27/10/2011

«Beatrice Warde lecture», par Simon Esterson

Eye Magazine Blog

Tuesday night: to Bridewell Hall at the St Bride Library for the annual Beatrice Warde lecture, this year given by Sébastien Morlighem on ‘Researching Excoffon and the Fonderie Olive: Type as document.’


It’s Roger Excoffon’s centenary year and Morlighem is on a campaign to restore Excoffon to his rightful place in the history of graphic design. It seems that even in his own country, the man responsible for the Air France logo and that most popular French display font Mistral has fallen from favour, while fonts such as Antique Olive, Banco and Calypso have always had a Gallic air that didn’t play too well among the grid-obsessed designers of 1960s Europe.
But maybe Excoffon’s time has come … certainly two of the world’s leading type designers sitting in last night’s audience seemed to be paying close attention.

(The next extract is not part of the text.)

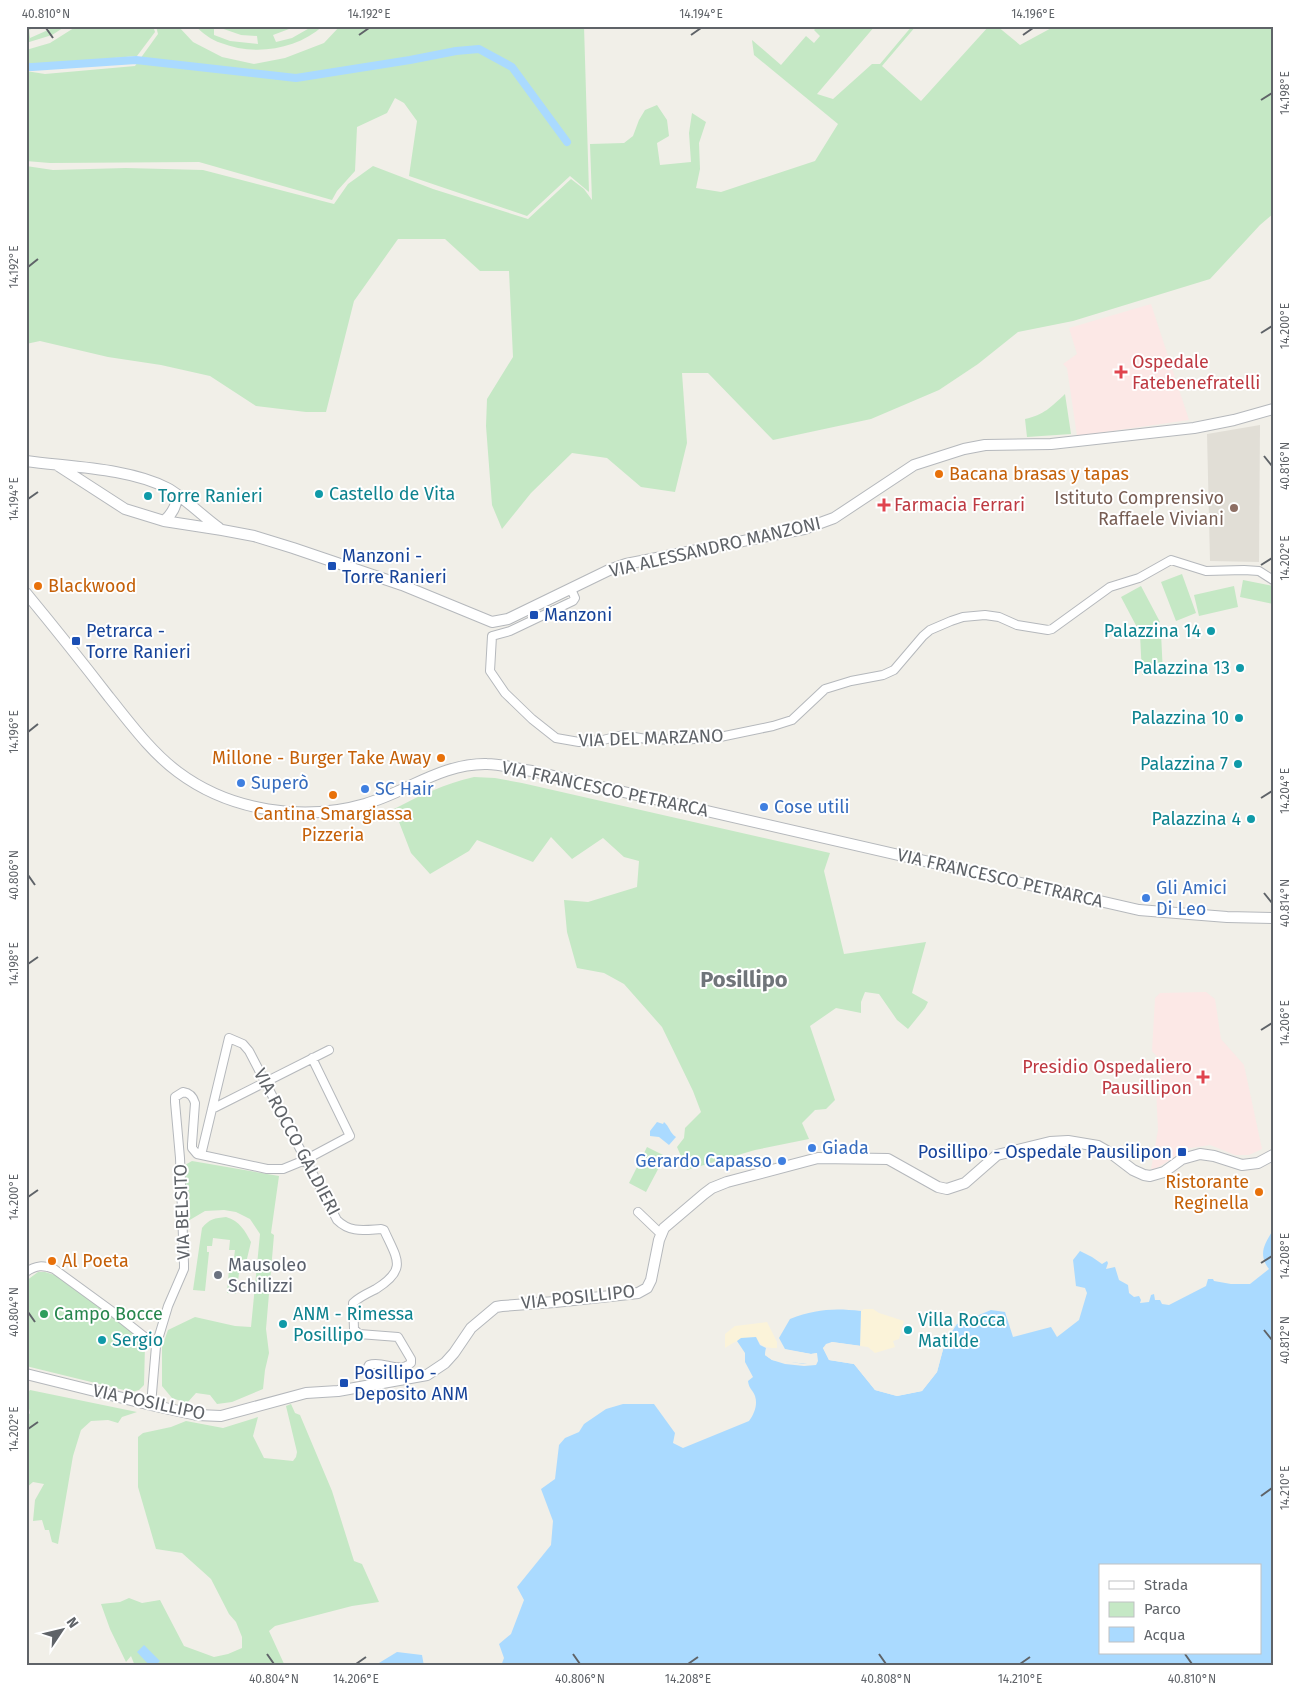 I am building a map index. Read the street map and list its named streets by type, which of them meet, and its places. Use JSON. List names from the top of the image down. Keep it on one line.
{"streets":{"street":["VIA ALESSANDRO MANZONI","VIA DEL MARZANO","VIA FRANCESCO PETRARCA","VIA ROCCO GALDIERI","VIA BELSITO","VIA POSILLIPO"]},"crossings":[["VIA ALESSANDRO MANZONI","VIA DEL MARZANO"],["VIA ROCCO GALDIERI","VIA POSILLIPO"],["VIA BELSITO","VIA POSILLIPO"]],"districts":["Posillipo"],"places":{"health":["Ospedale Fatebenefratelli","Farmacia Ferrari","Presidio Ospedaliero Pausillipon"],"other":["Bacana brasas y tapas","Castello de Vita","Torre Ranieri","Istituto Comprensivo Raffaele Viviani","Blackwood","Palazzina 14","Palazzina 13","Palazzina 10","Millone - Burger Take Away","Palazzina 7","Superò","SC Hair","Cantina Smargiassa Pizzeria","Cose utili","Palazzina 4","Gli Amici Di Leo","Giada","Gerardo Capasso","Ristorante Reginella","Al Poeta","Mausoleo Schilizzi","Campo Bocce","ANM - Rimessa Posillipo","Villa Rocca Matilde","Sergio"],"transit":["Manzoni - Torre Ranieri","Manzoni","Petrarca - Torre Ranieri","Posillipo - Ospedale Pausilipon","Posillipo - Deposito ANM"]},"legend":["Strada","Parco","Acqua"],"north":"top right","coordinates":["40.810°N","14.192°E","14.194°E","14.196°E","14.198°E","14.200°E","40.816°N","14.202°E","14.204°E","40.806°N","40.814°N","14.206°E","14.208°E","40.804°N","40.812°N","14.210°E","40.808°N"]} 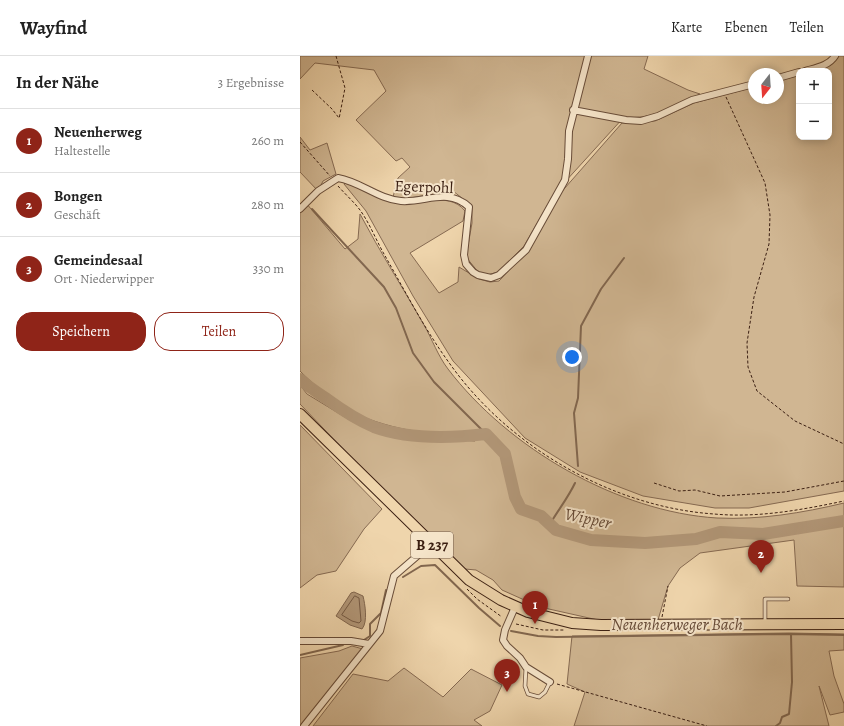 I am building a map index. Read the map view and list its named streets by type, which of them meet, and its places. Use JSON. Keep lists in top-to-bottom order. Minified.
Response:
{"streets":{"main road":["B 237"],"street":["Egerpohl"]},"water":["Wipper","Neuenherweger Bach"],"north":"bottom","page":{"header":"Wayfind","nav":["Karte","Ebenen","Teilen"],"heading":["In der Nähe","3 Ergebnisse"],"map_buttons":["+","−"],"list":[{"mark":"1","name":"Neuenherweg","note":"Haltestelle","value":"260 m"},{"mark":"2","name":"Bongen","note":"Geschäft","value":"280 m"},{"mark":"3","name":"Gemeindesaal","note":"Ort · Niederwipper","value":"330 m"}],"buttons":["Speichern","Teilen"],"pins":["2","1","3"]}}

Morlighem’s gripping story was one of discovering archives and liberating original drawings from dusty boxes. Along the way, he’s unravelled the relationship between Excoffon and the Marseille-based foundry of Marcel Olive that in the postwar period challenged the dominance of the great Parisian foundry of Deberny & Peignot with fonts such as Excoffon’s Nord and Vendome, Olive’s answer to Garamond, designed by François Ganeau under the guiding eye of Excoffon.